En 1996, Etienne de Crécy (EDC) avait presque réussi à éclipser le raz-de-marée Daft Punk, d’abord avec Motorbass, descente dans les bas-fonds d’une cité futuriste, puis avec Superdiscount, catalogue téléachat de la french house versaillaise. Quatre ans plus tard, EDC revient avec Tempovision, son premier véritable album solo. La tension funky de Liquidation totale a disparu, remplacée par une torpeur high tech plus apaisante.

Intronection ouvre l’album avec un son de modem filtré. L’auditeur entre dans un méta-réseau neuronal abolissant le temps et l’espace. La métaphore du cyberespace, nouveau paradis artificiel ? EDC est le Pavloff de la musique électronique française. Tempovision se consomme comme une dose de pharmacologie sonore. Sur Noname, les terminaisons nerveuses sont prisonnières d’un orgasme indéfiniment retardé. Et When Jack met Jill laisse flotter la magie d’une première rencontre amoureuse, comme l’intro d’un titre de Prince mise en boucle par un amant obsessionnel.

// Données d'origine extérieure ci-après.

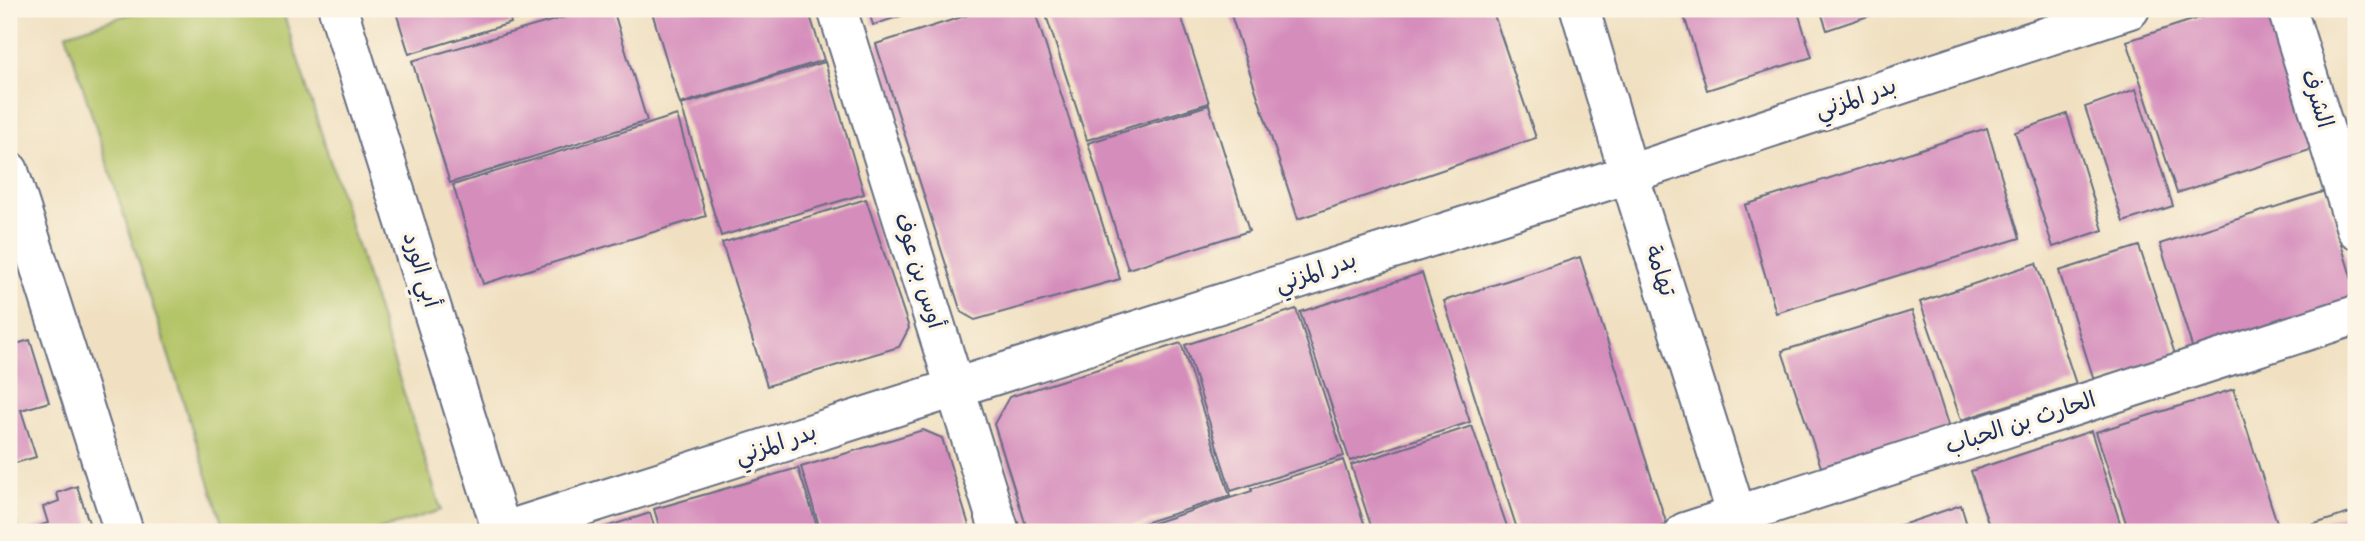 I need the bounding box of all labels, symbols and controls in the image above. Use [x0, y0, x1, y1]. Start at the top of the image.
street label: الشرف [2293, 66, 2339, 132]
street label: بدر المزني [1811, 72, 1902, 130]
street label: أوس بن عوف [886, 209, 951, 333]
street label: أبي الورد [390, 228, 447, 313]
street label: تهامة [1637, 242, 1681, 301]
street label: بدر المزني [1271, 246, 1362, 304]
street label: الحارث بن الحباب [1942, 385, 2100, 463]
street label: بدر المزني [731, 418, 822, 476] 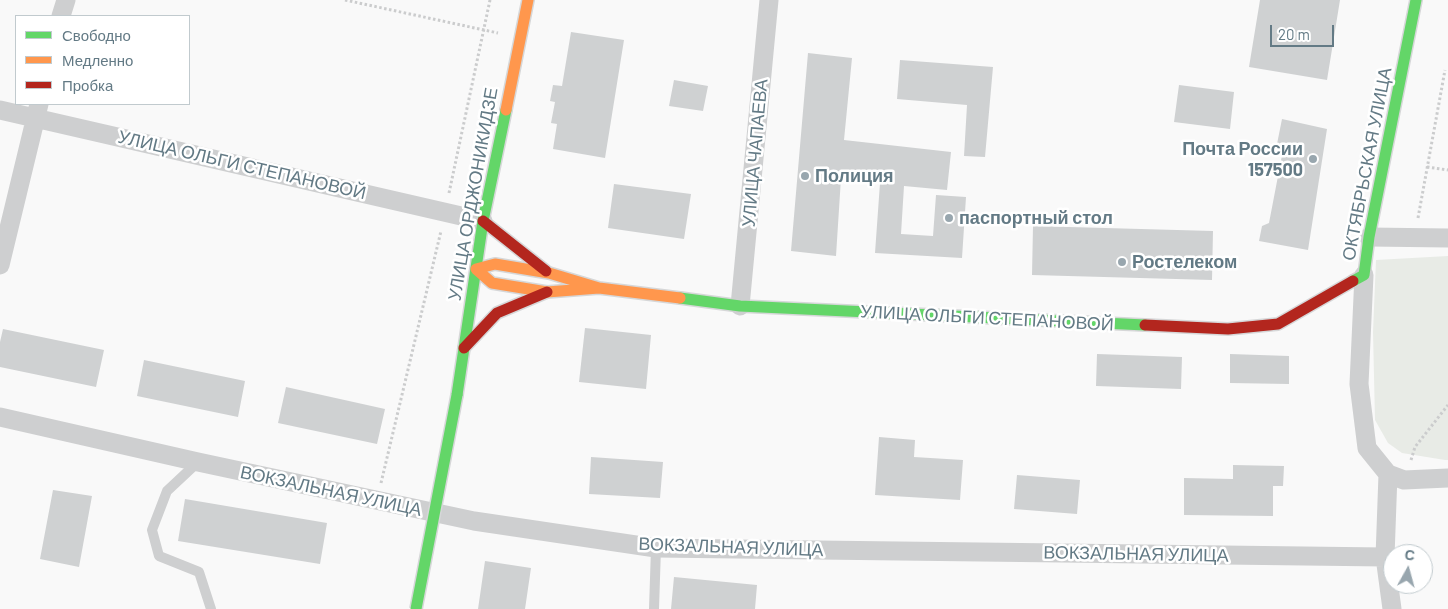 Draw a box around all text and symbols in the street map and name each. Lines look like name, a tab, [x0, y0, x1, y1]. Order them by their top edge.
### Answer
legend	[15, 15, 190, 105]
scale bar	[1273, 15, 1337, 47]
text: 20 m	[1278, 25, 1310, 43]
text: Свободно	[62, 26, 131, 44]
text: Медленно	[62, 51, 133, 69]
street label: ОКТЯБРЬСКАЯ УЛИЦА	[1338, 66, 1396, 262]
text: Пробка	[62, 76, 113, 94]
street label: УЛИЦА ЧАПАЕВА	[738, 78, 772, 228]
street label: УЛИЦА ОРДЖОНИКИДЗЕ	[444, 86, 502, 302]
street label: УЛИЦА ОЛЬГИ СТЕПАНОВОЙ	[116, 126, 368, 204]
place label: Почта России 157500	[1182, 138, 1303, 180]
marker: Почта России 157500	[1307, 153, 1319, 165]
place label: Полиция	[815, 165, 894, 187]
marker: Полиция	[799, 170, 811, 182]
place label: паспортный стол	[959, 207, 1113, 229]
marker: паспортный стол	[943, 212, 955, 224]
place label: Ростелеком	[1132, 251, 1237, 273]
marker: Ростелеком	[1116, 256, 1128, 268]
street label: УЛИЦА ОЛЬГИ СТЕПАНОВОЙ	[860, 301, 1114, 335]
street label: ВОКЗАЛЬНАЯ УЛИЦА	[238, 461, 424, 521]
street label: ВОКЗАЛЬНАЯ УЛИЦА	[638, 533, 824, 561]
street label: ВОКЗАЛЬНАЯ УЛИЦА	[1043, 542, 1229, 566]
north arrow	[1383, 544, 1433, 594]
text: С	[1404, 546, 1416, 564]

L’usage de vieux synthés (Out of my hands, Relax) est un hommage appuyé au funk 80 (D Train, Cameo, etc.). Sa collaboration avec la chanteuse Belita Woods et Clip Payne (Parliament), qui a coécrit les paroles et produit les voix de l’album, est une réussite exemplaire. Scratched est une superbe incursion de blue hip-hop. Belita Woods y livre un troublant Blues for lovers, toutes griffes rentrées, à image de ce scratch étouffé et caressant qui conduit le titre. Sa voix chaude évoque les vieilles passions éteintes, chantées jadis par Esther Philips.

Seul vestige house, Am I wrong énerve par son insolente facilité mais il réveille automatiquement le cortex du danseur qui sommeillait. On peut reprocher à Tempovision d’exploiter quelques formules déjà bien rodées (3 day week-end, Rythm & beat), mais EDC travaille les boucles avec un tel acharnement thérapeutique que les quatorze minutes de Hold the line s’écoutent toujours avec autant de plaisir. La répétition devient musique. Il est inutile de résister, Tempovision vaincra toutes vos réticences.